With all the stuff happening with Roe vs Wade I've had to reexamine my feelings about my pregnancy. Am I glad I had him? I am glad he's here. I'm glad he's alive. I'm glad I get to love him from a distance. But sometimes watching him grow apart from me is so painful, so impossible. Sometimes I feel like only a sad, pitiful approximation of a whole person after he left and it hurts so bad that I wished he didn't exist at all. Sometimes I fear that the trauma and complex feelings he has to process; of being an adopted baby, will mess him up as badly as it messed me up. I am pro-choice, but sometimes writing this makes me a traitor. Sometimes I wonder what would've happened if I had had an abortion; if I hadn't gone through nine months and more of humiliation, isolation, and pain. I am glad I at least had the freedom to choose, that despite a parent telling me that my child was not only my responsibility but my penalty, I still was able to make a choice that was good for me.

I don't know if motherhood is in my future. I've had partners in my past who have wanted children and I have pictured it happily with them. I worry that having a baby won't fill the hole of that loss; that I'll feel like I'm being disloyal to my firstborn. I worry that I don't deserve it. Those are issues I'm working through. But motherhood should be chosen. It shouldn't be forced on people who don't want it, or aren't ready for it. I know that if I choose it, it will be because there was so much support and love behind me that I would know that my baby would be taken care of, this time.

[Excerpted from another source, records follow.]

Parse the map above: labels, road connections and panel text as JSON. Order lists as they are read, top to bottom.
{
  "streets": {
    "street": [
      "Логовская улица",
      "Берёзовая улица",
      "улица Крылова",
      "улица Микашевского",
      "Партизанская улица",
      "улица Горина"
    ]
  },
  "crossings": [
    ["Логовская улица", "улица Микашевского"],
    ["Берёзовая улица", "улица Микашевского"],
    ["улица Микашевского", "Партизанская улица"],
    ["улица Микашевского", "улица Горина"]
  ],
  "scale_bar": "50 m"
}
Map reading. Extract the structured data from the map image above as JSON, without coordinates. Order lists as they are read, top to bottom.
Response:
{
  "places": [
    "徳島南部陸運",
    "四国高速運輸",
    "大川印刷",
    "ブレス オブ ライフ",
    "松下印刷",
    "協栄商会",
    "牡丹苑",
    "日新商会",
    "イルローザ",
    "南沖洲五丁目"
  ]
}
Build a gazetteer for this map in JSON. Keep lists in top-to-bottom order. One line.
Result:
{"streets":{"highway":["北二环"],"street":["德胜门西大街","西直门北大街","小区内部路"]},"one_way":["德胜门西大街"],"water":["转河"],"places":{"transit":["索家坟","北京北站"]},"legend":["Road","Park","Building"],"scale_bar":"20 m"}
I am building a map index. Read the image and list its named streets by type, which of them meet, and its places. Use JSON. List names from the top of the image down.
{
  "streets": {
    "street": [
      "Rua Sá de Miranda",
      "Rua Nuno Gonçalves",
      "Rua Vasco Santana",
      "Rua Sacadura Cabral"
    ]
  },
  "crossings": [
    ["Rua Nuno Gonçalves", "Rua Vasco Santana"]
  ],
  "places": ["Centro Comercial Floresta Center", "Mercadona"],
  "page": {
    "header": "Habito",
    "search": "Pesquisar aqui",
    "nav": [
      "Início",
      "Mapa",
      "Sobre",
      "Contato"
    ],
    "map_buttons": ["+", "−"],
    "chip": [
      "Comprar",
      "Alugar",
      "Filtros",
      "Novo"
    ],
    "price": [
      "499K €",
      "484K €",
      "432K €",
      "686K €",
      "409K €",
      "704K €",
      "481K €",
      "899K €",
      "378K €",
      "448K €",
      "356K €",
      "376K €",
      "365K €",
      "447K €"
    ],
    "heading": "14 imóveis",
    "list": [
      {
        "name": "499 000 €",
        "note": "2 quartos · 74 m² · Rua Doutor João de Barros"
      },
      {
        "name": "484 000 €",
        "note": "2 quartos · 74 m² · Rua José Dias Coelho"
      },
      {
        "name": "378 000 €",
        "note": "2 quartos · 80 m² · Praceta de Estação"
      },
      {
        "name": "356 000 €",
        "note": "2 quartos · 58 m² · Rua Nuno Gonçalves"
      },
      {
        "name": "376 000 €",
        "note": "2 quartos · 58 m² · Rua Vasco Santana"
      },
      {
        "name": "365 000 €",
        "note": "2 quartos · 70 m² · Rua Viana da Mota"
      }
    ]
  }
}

I used to be pro-life until I experienced how me and my unborn baby were treated. How there was no support for us, and in fact, there was a cruel glee in seeing how I suffered for my mistake, for trying to find love in a bad place. I wouldn't wish that betrayal on anybody. I don't think abortion is easy, but I do think it's a better option than treachery and judgement.

If you've had an abortion, I see you and I support you. I love you and I hope you feel that. If you haven't but wish you had, I see you too. I can understand that feeling because I've experienced it myself. It takes a lot of bravery to lead a true life in this rocky world. My crooked heart is yours.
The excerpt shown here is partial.